# YOUR GOAL
Return exactly those lines of the material below that fall between the line holding "margin:0; font-size:23px; white-space:nowrap;" and the line holding "stroke:#2f1500; stroke-width:4.5; stroke-dasharray:5", inclusive.

# RECORDS FOR PROCESSING
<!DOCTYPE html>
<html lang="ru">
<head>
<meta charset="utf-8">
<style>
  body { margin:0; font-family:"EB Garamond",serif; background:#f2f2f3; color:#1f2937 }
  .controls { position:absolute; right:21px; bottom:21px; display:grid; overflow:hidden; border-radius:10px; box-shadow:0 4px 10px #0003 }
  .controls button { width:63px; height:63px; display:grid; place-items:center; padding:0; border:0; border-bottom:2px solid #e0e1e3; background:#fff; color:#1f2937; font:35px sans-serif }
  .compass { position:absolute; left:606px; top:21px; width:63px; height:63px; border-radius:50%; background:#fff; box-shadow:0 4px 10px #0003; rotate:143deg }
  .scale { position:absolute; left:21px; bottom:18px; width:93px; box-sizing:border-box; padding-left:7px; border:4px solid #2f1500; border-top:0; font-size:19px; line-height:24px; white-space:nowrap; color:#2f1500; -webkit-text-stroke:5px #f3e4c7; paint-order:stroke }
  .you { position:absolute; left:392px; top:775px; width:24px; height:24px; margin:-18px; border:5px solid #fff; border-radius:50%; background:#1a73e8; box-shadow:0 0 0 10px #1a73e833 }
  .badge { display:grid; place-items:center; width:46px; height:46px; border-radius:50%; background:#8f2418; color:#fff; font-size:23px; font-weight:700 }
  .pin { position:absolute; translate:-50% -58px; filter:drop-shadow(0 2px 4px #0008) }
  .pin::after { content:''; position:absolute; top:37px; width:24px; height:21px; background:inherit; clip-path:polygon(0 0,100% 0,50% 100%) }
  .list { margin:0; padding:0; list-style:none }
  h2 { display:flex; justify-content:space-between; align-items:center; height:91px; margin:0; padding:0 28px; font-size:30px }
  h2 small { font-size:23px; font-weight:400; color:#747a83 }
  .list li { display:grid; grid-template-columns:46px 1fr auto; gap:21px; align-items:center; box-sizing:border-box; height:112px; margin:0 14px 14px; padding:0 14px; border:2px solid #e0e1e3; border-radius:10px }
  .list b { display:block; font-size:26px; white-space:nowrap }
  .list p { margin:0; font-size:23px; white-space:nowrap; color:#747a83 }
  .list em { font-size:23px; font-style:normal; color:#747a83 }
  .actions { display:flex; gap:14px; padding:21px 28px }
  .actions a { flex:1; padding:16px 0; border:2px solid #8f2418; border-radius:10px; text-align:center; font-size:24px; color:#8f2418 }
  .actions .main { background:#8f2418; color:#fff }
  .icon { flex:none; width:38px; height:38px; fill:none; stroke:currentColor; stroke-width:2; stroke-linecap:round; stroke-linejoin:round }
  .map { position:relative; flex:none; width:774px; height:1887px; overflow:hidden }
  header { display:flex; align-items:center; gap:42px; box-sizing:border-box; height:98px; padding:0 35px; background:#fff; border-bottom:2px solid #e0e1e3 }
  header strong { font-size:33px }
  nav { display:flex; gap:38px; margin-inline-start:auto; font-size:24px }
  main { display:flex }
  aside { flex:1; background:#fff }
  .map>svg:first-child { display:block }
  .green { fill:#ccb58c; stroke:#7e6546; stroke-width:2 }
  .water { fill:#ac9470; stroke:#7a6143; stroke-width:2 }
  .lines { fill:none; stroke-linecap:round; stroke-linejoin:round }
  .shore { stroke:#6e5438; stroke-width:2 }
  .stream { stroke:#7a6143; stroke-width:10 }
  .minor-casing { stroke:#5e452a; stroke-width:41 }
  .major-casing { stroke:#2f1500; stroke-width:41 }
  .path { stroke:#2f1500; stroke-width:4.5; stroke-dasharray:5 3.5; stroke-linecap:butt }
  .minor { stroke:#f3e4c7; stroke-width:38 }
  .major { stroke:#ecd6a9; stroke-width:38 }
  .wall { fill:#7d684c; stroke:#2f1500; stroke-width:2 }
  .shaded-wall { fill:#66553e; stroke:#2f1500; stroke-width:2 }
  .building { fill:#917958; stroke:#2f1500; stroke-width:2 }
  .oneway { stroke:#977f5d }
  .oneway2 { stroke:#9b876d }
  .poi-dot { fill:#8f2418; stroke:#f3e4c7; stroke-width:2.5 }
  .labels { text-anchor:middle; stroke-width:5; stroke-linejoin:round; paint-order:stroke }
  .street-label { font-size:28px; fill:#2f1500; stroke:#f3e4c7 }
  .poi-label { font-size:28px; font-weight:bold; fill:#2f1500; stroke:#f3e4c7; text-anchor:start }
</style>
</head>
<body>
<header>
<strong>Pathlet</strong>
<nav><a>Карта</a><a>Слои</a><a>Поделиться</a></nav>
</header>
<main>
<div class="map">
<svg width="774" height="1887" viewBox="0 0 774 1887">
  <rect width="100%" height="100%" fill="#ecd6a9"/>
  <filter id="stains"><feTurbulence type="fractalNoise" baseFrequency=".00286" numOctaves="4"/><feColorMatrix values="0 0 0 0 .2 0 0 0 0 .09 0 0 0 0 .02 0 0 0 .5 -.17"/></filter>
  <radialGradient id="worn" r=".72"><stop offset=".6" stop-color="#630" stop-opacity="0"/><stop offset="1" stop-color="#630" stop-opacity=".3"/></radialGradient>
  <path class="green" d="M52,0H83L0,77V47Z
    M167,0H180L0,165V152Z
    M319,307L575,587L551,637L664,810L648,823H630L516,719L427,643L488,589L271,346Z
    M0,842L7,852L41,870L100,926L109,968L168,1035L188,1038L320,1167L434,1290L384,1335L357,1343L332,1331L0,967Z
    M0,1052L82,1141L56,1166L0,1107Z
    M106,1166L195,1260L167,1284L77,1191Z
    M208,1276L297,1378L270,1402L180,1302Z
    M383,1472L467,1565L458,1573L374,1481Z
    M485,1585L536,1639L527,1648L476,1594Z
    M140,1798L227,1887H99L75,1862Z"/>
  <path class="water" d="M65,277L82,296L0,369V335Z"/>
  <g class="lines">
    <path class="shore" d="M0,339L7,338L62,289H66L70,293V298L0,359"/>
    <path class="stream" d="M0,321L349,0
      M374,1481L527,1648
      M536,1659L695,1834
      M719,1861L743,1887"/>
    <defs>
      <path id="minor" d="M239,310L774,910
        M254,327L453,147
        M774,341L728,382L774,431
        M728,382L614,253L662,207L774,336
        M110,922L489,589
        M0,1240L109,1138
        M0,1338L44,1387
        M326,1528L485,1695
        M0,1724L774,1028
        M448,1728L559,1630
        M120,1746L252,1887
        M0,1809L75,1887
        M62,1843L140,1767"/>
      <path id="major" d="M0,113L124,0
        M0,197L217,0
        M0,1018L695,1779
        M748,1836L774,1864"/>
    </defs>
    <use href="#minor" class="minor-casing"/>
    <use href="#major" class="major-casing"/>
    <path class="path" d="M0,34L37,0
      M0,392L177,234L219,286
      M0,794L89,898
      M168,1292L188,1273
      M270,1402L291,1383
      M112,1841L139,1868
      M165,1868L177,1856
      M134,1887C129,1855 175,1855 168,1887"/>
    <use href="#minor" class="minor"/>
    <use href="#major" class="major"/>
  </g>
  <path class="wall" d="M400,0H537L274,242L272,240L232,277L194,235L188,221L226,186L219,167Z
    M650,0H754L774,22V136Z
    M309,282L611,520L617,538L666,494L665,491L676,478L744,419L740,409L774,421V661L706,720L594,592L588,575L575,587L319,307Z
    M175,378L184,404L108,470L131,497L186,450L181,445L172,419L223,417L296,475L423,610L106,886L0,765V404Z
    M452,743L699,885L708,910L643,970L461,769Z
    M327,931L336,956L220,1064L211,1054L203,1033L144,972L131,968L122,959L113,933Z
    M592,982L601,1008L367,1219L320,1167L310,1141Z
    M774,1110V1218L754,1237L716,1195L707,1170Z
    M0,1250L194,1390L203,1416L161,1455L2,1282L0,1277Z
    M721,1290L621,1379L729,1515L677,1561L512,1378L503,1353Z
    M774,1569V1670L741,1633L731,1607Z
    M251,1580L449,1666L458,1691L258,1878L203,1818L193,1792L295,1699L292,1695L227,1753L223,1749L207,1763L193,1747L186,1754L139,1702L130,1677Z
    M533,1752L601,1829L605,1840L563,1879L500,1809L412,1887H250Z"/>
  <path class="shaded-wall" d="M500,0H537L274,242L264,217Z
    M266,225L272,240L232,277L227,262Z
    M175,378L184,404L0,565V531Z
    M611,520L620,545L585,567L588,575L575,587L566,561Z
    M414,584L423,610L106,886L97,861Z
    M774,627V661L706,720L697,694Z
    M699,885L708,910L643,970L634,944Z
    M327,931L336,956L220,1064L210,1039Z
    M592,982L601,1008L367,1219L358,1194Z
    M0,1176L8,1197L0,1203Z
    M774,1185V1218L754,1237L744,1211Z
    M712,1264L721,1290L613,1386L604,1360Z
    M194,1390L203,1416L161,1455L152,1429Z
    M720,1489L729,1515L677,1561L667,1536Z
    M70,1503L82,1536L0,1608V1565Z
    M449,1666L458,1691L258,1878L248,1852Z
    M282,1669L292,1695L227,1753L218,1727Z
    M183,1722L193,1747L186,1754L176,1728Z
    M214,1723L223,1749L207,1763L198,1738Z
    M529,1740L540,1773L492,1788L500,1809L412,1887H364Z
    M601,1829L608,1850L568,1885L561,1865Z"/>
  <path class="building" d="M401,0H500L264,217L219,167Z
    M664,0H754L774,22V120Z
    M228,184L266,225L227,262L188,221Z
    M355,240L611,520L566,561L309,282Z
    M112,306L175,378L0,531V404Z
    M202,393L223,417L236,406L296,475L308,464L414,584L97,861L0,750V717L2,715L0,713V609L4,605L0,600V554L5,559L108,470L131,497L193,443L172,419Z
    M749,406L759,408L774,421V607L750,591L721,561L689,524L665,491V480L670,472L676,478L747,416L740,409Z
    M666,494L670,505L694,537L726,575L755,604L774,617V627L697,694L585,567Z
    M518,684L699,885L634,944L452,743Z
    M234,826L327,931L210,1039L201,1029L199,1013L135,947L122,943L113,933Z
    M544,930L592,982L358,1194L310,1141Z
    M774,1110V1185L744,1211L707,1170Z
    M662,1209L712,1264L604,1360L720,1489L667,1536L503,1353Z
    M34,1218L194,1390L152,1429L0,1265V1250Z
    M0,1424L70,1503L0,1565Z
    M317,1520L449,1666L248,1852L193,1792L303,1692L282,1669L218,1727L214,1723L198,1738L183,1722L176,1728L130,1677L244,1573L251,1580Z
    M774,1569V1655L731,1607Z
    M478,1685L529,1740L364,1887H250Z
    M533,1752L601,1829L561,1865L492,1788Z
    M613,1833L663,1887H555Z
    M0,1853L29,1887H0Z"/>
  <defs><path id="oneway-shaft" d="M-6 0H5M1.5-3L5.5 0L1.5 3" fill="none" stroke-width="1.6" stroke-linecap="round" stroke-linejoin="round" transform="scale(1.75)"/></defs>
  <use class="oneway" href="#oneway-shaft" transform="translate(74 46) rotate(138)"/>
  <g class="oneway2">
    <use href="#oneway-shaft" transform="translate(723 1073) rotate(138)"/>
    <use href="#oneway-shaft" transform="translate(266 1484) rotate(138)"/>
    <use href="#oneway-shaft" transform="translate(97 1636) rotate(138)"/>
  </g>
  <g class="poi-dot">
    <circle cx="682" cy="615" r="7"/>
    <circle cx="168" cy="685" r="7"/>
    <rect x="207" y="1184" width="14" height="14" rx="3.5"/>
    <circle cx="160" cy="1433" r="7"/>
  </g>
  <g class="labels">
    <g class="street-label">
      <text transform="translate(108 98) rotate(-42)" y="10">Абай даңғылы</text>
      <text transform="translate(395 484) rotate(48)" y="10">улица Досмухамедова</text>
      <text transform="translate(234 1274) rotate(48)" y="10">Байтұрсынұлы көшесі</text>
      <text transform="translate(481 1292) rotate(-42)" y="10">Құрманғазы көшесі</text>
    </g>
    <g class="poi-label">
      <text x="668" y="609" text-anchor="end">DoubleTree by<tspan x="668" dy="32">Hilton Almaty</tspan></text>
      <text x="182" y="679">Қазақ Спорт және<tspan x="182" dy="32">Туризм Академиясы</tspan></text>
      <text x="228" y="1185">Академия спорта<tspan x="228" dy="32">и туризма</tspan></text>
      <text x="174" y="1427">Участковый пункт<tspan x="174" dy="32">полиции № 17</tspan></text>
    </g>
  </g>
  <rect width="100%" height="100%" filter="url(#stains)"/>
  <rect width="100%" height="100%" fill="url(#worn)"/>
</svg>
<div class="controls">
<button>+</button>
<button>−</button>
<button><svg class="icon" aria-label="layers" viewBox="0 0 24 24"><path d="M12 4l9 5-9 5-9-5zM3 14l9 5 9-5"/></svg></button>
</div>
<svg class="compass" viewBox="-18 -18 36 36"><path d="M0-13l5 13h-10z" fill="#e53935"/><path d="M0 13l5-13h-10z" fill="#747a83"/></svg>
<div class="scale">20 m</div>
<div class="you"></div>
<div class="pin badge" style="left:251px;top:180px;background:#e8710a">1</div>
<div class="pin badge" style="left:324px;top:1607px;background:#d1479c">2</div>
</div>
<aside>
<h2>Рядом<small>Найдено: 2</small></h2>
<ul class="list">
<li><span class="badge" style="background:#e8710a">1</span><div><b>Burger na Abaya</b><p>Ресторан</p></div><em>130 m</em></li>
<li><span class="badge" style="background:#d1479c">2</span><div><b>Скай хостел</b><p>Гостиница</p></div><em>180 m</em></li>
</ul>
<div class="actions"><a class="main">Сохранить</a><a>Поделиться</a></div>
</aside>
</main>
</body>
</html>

# RESPONSE AREA
  .list p { margin:0; font-size:23px; white-space:nowrap; color:#747a83 }
  .list em { font-size:23px; font-style:normal; color:#747a83 }
  .actions { display:flex; gap:14px; padding:21px 28px }
  .actions a { flex:1; padding:16px 0; border:2px solid #8f2418; border-radius:10px; text-align:center; font-size:24px; color:#8f2418 }
  .actions .main { background:#8f2418; color:#fff }
  .icon { flex:none; width:38px; height:38px; fill:none; stroke:currentColor; stroke-width:2; stroke-linecap:round; stroke-linejoin:round }
  .map { position:relative; flex:none; width:774px; height:1887px; overflow:hidden }
  header { display:flex; align-items:center; gap:42px; box-sizing:border-box; height:98px; padding:0 35px; background:#fff; border-bottom:2px solid #e0e1e3 }
  header strong { font-size:33px }
  nav { display:flex; gap:38px; margin-inline-start:auto; font-size:24px }
  main { display:flex }
  aside { flex:1; background:#fff }
  .map>svg:first-child { display:block }
  .green { fill:#ccb58c; stroke:#7e6546; stroke-width:2 }
  .water { fill:#ac9470; stroke:#7a6143; stroke-width:2 }
  .lines { fill:none; stroke-linecap:round; stroke-linejoin:round }
  .shore { stroke:#6e5438; stroke-width:2 }
  .stream { stroke:#7a6143; stroke-width:10 }
  .minor-casing { stroke:#5e452a; stroke-width:41 }
  .major-casing { stroke:#2f1500; stroke-width:41 }
  .path { stroke:#2f1500; stroke-width:4.5; stroke-dasharray:5 3.5; stroke-linecap:butt }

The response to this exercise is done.